I could vividly remember life at Day Primary school in the early seventies and particularly in 1978, during a combined common entrance examination for class 6 and 7. This exam marked the end of class 7 in line with the new government policy of 6-3-3-4 that prepared us for the challenges awaiting us at secondary school.

According to a former headmaster of the school, the number of pupils enrolled in the school today is over two thousand. The class rooms, seats and other facilities available for conducive learning environment in the school are overstretched. The situation is worsened by the establishment of a new upper basic school which is also called Baba Kafinta Junior Secondary school to run simultaneously with the primary school in the same environment, and with the same inadequate and defective facilities. The junior secondary school has a student population of 1,100. The school runs between 12:30 pm, after the primary session closes, to 4:00 pm, Monday through Friday. The 2 schools lack safe and orderly environment conducive to learning.

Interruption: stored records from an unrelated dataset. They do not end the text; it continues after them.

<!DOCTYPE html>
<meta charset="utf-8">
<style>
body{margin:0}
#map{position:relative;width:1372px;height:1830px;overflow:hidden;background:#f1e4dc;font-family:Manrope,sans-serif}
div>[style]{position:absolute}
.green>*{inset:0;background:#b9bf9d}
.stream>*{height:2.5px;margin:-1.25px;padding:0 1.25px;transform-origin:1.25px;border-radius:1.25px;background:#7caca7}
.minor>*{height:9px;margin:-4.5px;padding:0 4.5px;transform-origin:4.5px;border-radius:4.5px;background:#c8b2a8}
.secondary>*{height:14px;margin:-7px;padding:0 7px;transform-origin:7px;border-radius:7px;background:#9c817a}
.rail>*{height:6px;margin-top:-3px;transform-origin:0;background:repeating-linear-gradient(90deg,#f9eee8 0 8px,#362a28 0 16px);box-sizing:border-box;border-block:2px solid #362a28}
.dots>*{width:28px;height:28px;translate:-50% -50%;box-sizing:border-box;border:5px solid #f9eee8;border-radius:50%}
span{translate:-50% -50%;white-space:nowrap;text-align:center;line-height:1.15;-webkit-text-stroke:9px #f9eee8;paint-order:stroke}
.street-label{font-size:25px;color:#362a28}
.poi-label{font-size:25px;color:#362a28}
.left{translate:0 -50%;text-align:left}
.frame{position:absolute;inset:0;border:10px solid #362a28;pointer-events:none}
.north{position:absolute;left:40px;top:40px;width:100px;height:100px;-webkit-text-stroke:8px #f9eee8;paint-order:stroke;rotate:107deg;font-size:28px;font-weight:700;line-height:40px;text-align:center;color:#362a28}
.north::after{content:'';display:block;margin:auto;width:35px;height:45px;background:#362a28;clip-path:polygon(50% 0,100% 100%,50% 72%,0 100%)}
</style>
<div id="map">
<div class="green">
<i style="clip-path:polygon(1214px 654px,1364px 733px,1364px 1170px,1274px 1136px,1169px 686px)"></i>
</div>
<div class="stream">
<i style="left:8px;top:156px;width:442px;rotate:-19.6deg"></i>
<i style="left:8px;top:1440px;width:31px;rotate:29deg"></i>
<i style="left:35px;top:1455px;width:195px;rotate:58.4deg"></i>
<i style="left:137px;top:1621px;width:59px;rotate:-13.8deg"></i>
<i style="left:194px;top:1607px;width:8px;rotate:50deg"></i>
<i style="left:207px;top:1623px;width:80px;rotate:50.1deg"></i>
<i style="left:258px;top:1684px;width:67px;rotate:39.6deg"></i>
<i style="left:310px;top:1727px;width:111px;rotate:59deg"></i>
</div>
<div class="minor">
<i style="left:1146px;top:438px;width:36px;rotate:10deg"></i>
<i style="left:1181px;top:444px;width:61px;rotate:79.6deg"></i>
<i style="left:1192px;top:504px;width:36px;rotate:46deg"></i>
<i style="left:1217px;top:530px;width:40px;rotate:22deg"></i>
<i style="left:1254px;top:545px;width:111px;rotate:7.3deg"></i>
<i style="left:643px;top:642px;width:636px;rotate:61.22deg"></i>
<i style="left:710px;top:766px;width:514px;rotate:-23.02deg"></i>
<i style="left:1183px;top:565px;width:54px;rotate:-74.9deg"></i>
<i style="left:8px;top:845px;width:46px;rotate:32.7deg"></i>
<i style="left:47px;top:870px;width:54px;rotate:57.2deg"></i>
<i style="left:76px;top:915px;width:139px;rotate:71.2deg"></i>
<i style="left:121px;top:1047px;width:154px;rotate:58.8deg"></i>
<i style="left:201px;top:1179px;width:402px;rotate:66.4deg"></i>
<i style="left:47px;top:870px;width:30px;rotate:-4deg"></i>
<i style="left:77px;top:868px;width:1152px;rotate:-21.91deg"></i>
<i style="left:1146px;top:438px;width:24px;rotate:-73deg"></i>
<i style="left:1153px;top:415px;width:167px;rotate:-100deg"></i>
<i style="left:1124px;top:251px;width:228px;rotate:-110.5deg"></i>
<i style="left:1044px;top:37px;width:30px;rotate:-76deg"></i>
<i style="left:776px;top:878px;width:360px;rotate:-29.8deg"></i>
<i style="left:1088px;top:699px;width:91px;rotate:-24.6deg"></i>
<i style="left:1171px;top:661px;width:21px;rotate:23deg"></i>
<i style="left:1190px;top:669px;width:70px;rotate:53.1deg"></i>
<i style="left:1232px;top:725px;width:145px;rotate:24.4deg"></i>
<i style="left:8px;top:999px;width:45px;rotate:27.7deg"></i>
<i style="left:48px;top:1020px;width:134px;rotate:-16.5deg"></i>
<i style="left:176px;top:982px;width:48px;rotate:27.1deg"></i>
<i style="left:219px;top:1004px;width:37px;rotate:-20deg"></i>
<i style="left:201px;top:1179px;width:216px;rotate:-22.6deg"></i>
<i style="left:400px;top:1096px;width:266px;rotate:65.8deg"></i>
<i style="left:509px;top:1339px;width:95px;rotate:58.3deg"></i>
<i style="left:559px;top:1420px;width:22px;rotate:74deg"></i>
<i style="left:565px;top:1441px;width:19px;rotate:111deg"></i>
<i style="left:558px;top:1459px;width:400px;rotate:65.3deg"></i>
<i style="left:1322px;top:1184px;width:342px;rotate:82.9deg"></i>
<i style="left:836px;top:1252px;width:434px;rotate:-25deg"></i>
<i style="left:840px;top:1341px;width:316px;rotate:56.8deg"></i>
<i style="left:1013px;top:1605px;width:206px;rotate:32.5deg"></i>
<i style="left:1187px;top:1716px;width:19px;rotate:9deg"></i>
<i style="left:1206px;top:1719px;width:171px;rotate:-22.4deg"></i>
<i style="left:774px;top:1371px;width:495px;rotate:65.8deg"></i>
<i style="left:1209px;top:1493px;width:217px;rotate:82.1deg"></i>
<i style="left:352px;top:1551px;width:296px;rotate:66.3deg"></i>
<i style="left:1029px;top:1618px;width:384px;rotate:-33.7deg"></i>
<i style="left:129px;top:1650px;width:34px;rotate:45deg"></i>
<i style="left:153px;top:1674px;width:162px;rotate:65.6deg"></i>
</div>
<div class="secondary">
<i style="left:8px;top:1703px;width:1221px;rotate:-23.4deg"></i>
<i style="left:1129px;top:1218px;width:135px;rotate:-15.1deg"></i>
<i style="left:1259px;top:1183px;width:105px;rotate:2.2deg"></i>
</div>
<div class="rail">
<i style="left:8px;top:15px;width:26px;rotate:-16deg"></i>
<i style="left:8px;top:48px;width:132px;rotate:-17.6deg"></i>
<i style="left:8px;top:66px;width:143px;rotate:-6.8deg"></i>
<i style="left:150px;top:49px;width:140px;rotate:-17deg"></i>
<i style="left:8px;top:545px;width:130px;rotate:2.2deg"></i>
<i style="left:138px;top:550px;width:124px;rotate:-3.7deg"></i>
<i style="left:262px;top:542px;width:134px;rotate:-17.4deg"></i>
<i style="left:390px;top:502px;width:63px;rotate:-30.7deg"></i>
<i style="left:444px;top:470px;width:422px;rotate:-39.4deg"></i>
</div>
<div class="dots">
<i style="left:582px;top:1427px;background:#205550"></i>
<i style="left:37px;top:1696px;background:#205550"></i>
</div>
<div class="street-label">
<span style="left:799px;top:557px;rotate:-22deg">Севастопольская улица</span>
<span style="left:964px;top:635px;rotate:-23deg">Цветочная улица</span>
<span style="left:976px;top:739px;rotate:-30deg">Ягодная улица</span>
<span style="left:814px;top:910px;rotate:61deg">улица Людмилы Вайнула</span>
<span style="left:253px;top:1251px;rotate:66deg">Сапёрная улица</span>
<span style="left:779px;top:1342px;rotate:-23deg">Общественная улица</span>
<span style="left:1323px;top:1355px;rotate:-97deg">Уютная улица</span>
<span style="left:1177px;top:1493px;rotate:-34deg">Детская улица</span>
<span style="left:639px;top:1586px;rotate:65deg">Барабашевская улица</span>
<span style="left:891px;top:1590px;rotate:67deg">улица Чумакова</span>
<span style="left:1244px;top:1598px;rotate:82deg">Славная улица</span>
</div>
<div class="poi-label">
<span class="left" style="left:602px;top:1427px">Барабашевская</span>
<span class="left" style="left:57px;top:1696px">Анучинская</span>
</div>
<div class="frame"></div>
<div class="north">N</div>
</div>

What I saw in Day Primary school Azare during my visit on Monday, 13th April 2015, is disturbing. The decrepit structure of 14 abandoned classes which have been turned into free public 'toilets' for defecation, many 'functional' classes which are deprived of seats, windows, ceilings, doors, and complete seizure of some classes by miscreants are mindboggling. I came face to face with reprobate kids smoking hashish in one of the abandoned classes. To my surprise, none of the boys showed any signs of alarm when they saw me going round the building with one of the officials of the school. Some of the abandoned buildings serve as resting place for men of the underworld and kid gangsters.

Things that we took for granted during our school days are now luxury for the pupils in day Primary school. The school environment during our time was an ambience where children were valued as individuals. We felt very much at home with our teachers whom we so much revered because we looked up to them as father figures, as they held us very close to their hearts. A safe and orderly environment conducive to learning is critical to academic achievement. Unfortunately, this is what my alma mater is lacking today.

As I was going round the school with a heavy heart, I began to ask myself who is to be held responsible for the pitiable condition of the school. The list of principal culprits is endless.

As one of the products of the school, I begin by blaming myself for not being responsive to the plight of the school. I feel guilty and I own up to my fault. By extension, ALL old boys of the school cannot be absolved of derelictions. The parent Teachers Association of the school (PTA) does not live to its responsibilities too. The various forums and youths associations in Azare town that operate as pressure groups aimed at sensitizing the public about the plight of our people have failed in this regard. The press, the institution which operates to protect the people's liberties and rights, as well as act as watchdog on authorities shies away from its responsibilities.

Bauchi state and Katagum local government only give lip service to education and other critical sectors in the state. An elder of the PDP who formerly served as an official of the party at federal level confessed to me that Bauchi state government has collected close to a trillion naira from various subventions from the federal government, from 1999 to date. If Mu'azu and Yuguda administrations have made judicious use of the funds allocated to them, no classroom will be as dilapidated and in ruin as the decrepit classes in Day Primary School. If schools in a principal town in the state like Azare would be neglected by the government, I wonder what the condition of schools in villages and remote hamlets in other parts of the state would look like.

The bitter truth is that individualism, greed and avarice have taken over our subconscious mind. We feel we only exist as individuals or members of a nuclear family distinct from others, and that what affects the neighborhood and community at large do not matter to us. The animalistic instinct of survival of the fittest has taken over the altruistic tradition of mutual back scratching in our society. Relationship among people should not be ordinarily a matter of survival of the fittest. We are no longer our brothers' keepers. Unfortunately, we tend to forget that this basic problem which we all seem to give a lip service is indeed the cause of our inability to form a formidable political front.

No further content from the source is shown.